Fibril is a message broker focused on durable delivery, retries, leasing, and asynchronous workflow coordination, built from first principles in Rust.
The project is currently in a pre-alpha stage and under active development. APIs, persistence formats, and operational behavior may still change significantly as the system evolves.
Fibril aims to provide a simpler and more ergonomic messaging model, where the message itself carries the lifecycle of processing:
msg.complete()?;
msg.retry_after(45)?;
msg.fail()?;The architecture is intentionally modular. The broker, durability layer, and state-management components are designed to remain reusable independently, and the broker core may also be embedded directly into applications or custom systems where lightweight durable messaging semantics are useful.
The long-term direction is not to replicate every feature or abstraction of existing brokers, but to provide a practical, observable, and operationally simple system that covers the majority of real-world messaging workflows.
Messaging should not feel like bureaucracy. In Fibril, the message itself can carry the intent of the system, allowing for a natural, asynchronous flow:
while let Some(msg) = sub.recv().await? {
process(msg.content()).await?;
msg.complete()?; // Acknowledge successful processing
}Messages can also be retried or failed explicitly:
msg.retry()?; // Requeue immediately
msg.retry_after(45)?; // Requeue after a delay
msg.fail()?; // Mark failed without requeueingCommon access patterns:
let value: MyType = msg.json()?;Messages are
#[must_use](in Rust). So forgotten lifecycle handling is warned about.

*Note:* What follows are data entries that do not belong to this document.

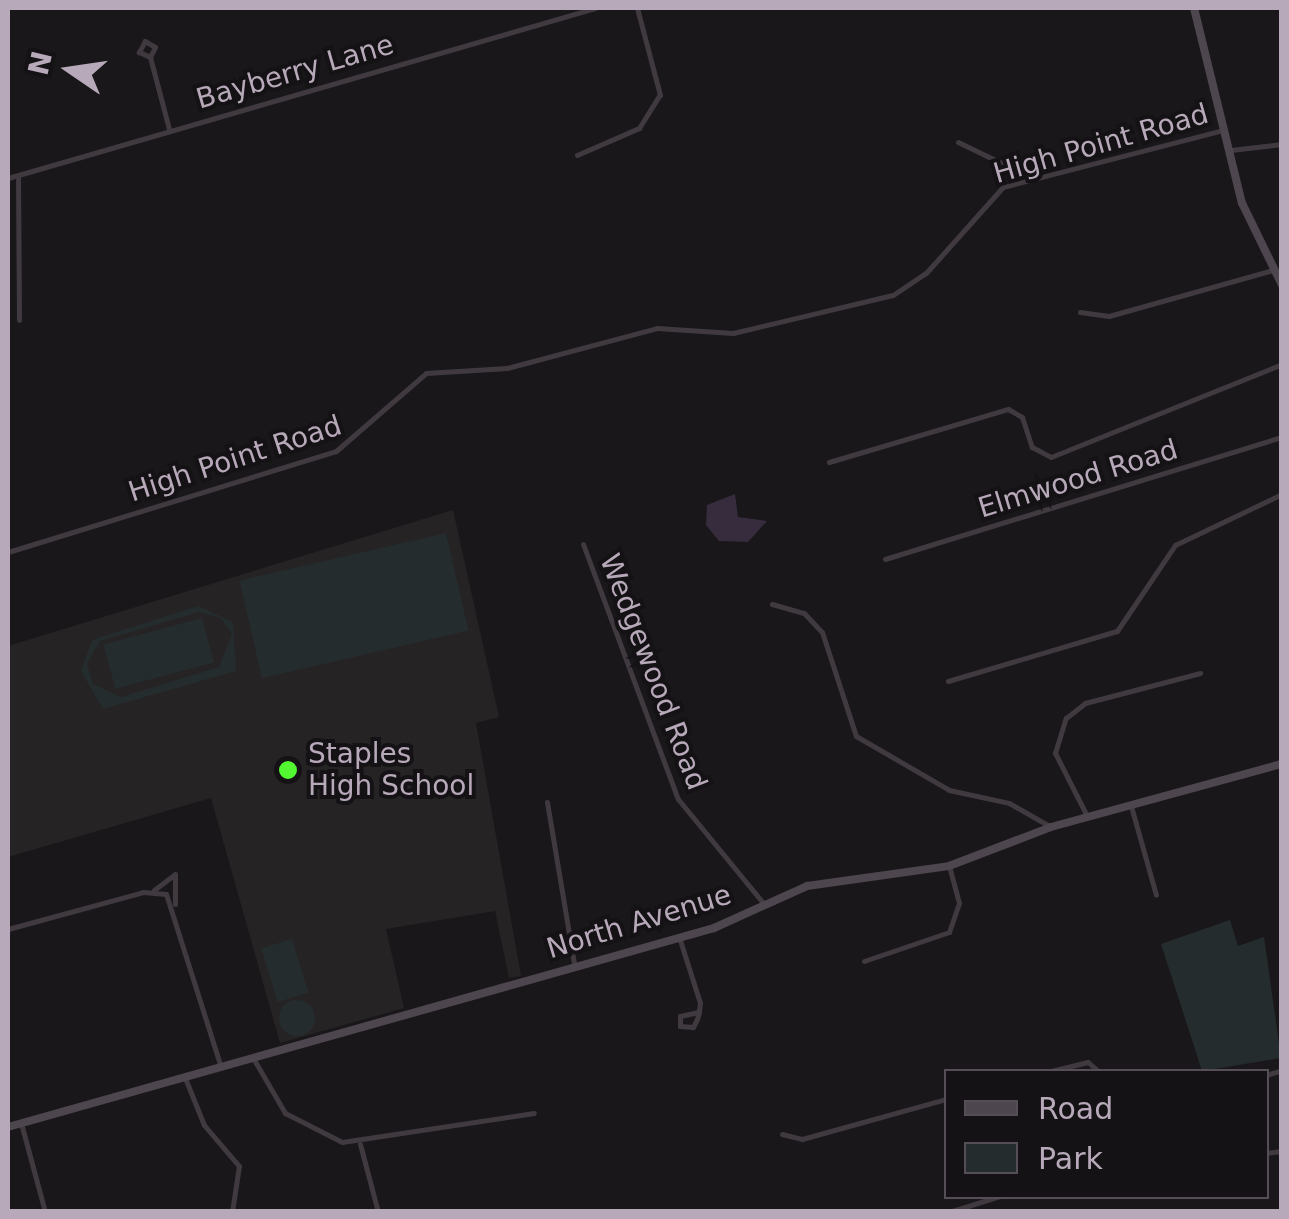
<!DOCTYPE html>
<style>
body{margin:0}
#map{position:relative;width:1289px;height:1219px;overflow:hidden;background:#191719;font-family:"DejaVu Sans",sans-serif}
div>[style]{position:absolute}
.built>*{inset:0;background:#262325}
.green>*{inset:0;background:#252c2e;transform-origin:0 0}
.round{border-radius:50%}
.water>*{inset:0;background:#372c3d}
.street>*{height:5px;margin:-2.5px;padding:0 2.5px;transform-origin:2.5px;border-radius:2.5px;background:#403a40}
.secondary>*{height:8px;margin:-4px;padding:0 4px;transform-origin:4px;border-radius:4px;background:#4e464e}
.dots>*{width:28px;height:28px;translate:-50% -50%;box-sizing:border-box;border:5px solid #141214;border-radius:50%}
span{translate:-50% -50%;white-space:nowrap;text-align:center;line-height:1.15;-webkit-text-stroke:8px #141214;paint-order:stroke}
.street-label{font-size:28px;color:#b7a9b9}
.poi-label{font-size:28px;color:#b7a9b9}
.left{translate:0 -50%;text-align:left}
.frame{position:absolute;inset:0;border:10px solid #b7a9b9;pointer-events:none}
.legend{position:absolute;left:944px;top:1069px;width:325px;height:130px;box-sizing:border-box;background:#141214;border:2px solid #554e56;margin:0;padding:12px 18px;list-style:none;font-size:30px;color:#b7a9b9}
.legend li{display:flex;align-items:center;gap:20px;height:50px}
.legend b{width:50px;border:2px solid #554e56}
.north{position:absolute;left:20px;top:20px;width:100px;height:100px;-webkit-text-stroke:8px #141214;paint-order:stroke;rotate:283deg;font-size:28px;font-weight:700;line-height:40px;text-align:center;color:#b7a9b9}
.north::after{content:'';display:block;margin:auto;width:35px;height:45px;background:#b7a9b9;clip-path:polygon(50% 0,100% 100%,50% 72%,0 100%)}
</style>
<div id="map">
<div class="built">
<i style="clip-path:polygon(453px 510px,499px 717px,476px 723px,521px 976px,509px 978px,495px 911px,386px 929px,404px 1008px,280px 1043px,211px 798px,8px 857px,8px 646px)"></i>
</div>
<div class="green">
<i style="left:446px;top:533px;width:100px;height:212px;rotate:77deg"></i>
<i style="clip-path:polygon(evenodd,198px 606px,233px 622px,236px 671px,103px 709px,81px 671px,92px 640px,198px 606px,199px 612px,221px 618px,232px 634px,219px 667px,121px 697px,93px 684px,87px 664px,100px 641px,199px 612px)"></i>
<i style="left:202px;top:618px;width:46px;height:102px;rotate:75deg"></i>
<i style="clip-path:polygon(1230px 920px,1238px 946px,1264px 937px,1281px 1058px,1202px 1071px,1161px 944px)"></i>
<i style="left:292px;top:939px;width:56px;height:32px;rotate:73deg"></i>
<i class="round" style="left:279px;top:1000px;width:36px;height:36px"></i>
</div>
<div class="water">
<i style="clip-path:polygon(735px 494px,738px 517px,767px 521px,748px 542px,719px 541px,706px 525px,707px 505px)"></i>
</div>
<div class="street">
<i style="left:150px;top:57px;width:11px;rotate:-63deg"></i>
<i style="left:155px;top:47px;width:12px;rotate:-149deg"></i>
<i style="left:145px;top:41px;width:13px;rotate:119deg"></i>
<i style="left:139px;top:52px;width:12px;rotate:24deg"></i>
<i style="left:150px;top:57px;width:74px;rotate:75.2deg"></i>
<i style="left:958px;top:142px;width:80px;rotate:25.9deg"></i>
<i style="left:1231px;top:150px;width:51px;rotate:-6.7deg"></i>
<i style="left:577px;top:155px;width:68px;rotate:-23.5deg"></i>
<i style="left:639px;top:128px;width:39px;rotate:-58deg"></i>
<i style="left:660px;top:95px;width:90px;rotate:-104.8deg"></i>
<i style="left:18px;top:175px;width:145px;rotate:89.6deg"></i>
<i style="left:8px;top:178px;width:611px;rotate:-16.15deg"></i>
<i style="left:1080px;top:312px;width:29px;rotate:8deg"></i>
<i style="left:1109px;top:316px;width:170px;rotate:-15.7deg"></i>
<i style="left:829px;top:462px;width:187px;rotate:-16.5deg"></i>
<i style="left:1008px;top:409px;width:16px;rotate:30deg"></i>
<i style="left:1022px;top:417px;width:32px;rotate:72deg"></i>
<i style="left:1032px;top:447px;width:21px;rotate:28deg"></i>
<i style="left:1051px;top:457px;width:249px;rotate:-21.9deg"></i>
<i style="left:583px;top:544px;width:272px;rotate:69.6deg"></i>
<i style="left:678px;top:799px;width:136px;rotate:50.7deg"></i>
<i style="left:8px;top:552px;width:343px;rotate:-17.1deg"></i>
<i style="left:336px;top:451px;width:119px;rotate:-40.9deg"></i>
<i style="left:426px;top:373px;width:81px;rotate:-3.5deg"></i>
<i style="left:507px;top:368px;width:155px;rotate:-14.9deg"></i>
<i style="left:657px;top:328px;width:76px;rotate:3.8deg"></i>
<i style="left:733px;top:333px;width:164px;rotate:-13.4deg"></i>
<i style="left:893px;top:295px;width:40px;rotate:-34deg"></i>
<i style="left:926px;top:273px;width:115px;rotate:-48.2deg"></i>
<i style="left:1003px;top:187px;width:228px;rotate:-14.5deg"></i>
<i style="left:885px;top:559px;width:415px;rotate:-17.1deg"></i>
<i style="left:772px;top:604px;width:33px;rotate:16deg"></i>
<i style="left:804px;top:613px;width:26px;rotate:47deg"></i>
<i style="left:822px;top:632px;width:109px;rotate:71.9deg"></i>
<i style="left:856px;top:736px;width:108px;rotate:30.1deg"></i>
<i style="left:949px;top:790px;width:61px;rotate:12.2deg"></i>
<i style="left:1009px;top:803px;width:48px;rotate:29.7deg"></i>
<i style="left:948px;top:681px;width:176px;rotate:-16.5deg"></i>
<i style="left:1117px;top:631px;width:104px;rotate:-56deg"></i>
<i style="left:1175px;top:545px;width:119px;rotate:-25.5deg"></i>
<i style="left:547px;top:802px;width:164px;rotate:80.5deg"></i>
<i style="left:1131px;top:806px;width:92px;rotate:74.3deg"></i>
<i style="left:1087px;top:816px;width:71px;rotate:-116.9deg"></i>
<i style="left:1055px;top:753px;width:37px;rotate:-73deg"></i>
<i style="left:1066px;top:718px;width:24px;rotate:-38deg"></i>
<i style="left:1085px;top:703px;width:119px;rotate:-14.6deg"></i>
<i style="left:154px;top:890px;width:26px;rotate:-37deg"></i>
<i style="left:175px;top:874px;width:30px;rotate:90deg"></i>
<i style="left:8px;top:929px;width:140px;rotate:-15.3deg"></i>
<i style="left:143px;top:892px;width:23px;rotate:5deg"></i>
<i style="left:166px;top:894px;width:182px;rotate:72.4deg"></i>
<i style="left:679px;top:937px;width:69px;rotate:72.3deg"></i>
<i style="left:700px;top:1003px;width:8px;rotate:97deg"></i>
<i style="left:699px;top:1011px;width:1px;rotate:90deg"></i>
<i style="left:699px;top:1012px;width:7px;rotate:106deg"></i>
<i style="left:697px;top:1019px;width:9px;rotate:117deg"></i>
<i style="left:693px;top:1027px;width:13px;rotate:-176deg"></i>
<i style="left:680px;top:1026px;width:10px;rotate:-90deg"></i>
<i style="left:680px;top:1016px;width:19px;rotate:-12deg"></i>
<i style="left:864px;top:961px;width:90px;rotate:-18.8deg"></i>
<i style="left:949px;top:932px;width:31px;rotate:-71deg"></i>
<i style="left:959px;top:903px;width:38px;rotate:-105deg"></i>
<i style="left:253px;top:1058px;width:64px;rotate:59.8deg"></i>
<i style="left:285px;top:1113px;width:64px;rotate:27deg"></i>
<i style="left:342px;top:1142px;width:194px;rotate:-8.6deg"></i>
<i style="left:1047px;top:1072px;width:42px;rotate:-13.7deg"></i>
<i style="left:1088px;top:1062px;width:15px;rotate:42deg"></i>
<i style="left:1266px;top:1075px;width:17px;rotate:-17deg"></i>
<i style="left:185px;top:1078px;width:51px;rotate:68deg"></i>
<i style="left:204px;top:1125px;width:54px;rotate:49.5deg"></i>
<i style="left:239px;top:1166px;width:47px;rotate:98.7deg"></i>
<i style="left:21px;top:1123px;width:92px;rotate:74.9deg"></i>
<i style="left:782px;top:1134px;width:21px;rotate:14deg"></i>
<i style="left:802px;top:1139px;width:149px;rotate:-15.5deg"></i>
<i style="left:360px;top:1144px;width:70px;rotate:75.2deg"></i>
<i style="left:1266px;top:1153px;width:16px;rotate:-7deg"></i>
<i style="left:949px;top:1212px;width:53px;rotate:-17.4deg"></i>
</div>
<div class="secondary">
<i style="left:1194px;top:8px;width:201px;rotate:76.2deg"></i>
<i style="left:1242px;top:203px;width:91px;rotate:64deg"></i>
<i style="left:8px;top:1127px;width:734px;rotate:-15.74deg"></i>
<i style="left:714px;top:928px;width:102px;rotate:-24.3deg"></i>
<i style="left:807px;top:886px;width:143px;rotate:-8deg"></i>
<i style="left:949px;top:866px;width:109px;rotate:-20.9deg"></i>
<i style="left:1051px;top:827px;width:239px;rotate:-15.3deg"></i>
</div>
<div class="dots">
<i style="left:288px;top:770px;background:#52f731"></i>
</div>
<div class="street-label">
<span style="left:295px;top:72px;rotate:-16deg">Bayberry Lane</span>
<span style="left:1101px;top:144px;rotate:-16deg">High Point Road</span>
<span style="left:235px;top:459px;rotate:-18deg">High Point Road</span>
<span style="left:1078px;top:479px;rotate:-17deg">Elmwood Road</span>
<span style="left:653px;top:672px;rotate:69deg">Wedgewood Road</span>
<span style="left:639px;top:922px;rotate:-17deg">North Avenue</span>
</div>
<div class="poi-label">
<span class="left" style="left:308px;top:770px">Staples<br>High School</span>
</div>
<div class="frame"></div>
<ul class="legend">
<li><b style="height:12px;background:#4e464e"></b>Road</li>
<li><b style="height:28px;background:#252c2e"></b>Park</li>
</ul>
<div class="north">N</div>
</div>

Fibril is still evolving, and some APIs shown here may change or may not yet be fully implemented end to end.
-
Basic TCP protocol implementation A simple custom protocol for communication between clients and the broker.
-
Core broker semantics Minimal support for message enqueuing, delivery, and acknowledgement. The focus is on clarity rather than completeness.
-
TUI demo A terminal UI that visualizes messages moving through the system. Useful for observing behavior and debugging interactions.
-
Stroma The state machine driving broker behavior. It uses Keratin for durability. Currently lives alongside Keratin, but may move into this repository to better align with the broker implementation, as it is already a fairly broker-specific state machine.
-
Keratin A small durability layer focused on implementing a simple, (blazingly) fast append-only segmented log. The intention is to keep it simple and reusable, independent of broker-specific logic.
Fibril is being developed with dogfooding in mind, aiming to build small, real use cases on top of it to better understand:
- delivery guarantees
- retries and failure handling
- scheduling and delayed execution
- observability of message flow
The system may change significantly as these areas are explored.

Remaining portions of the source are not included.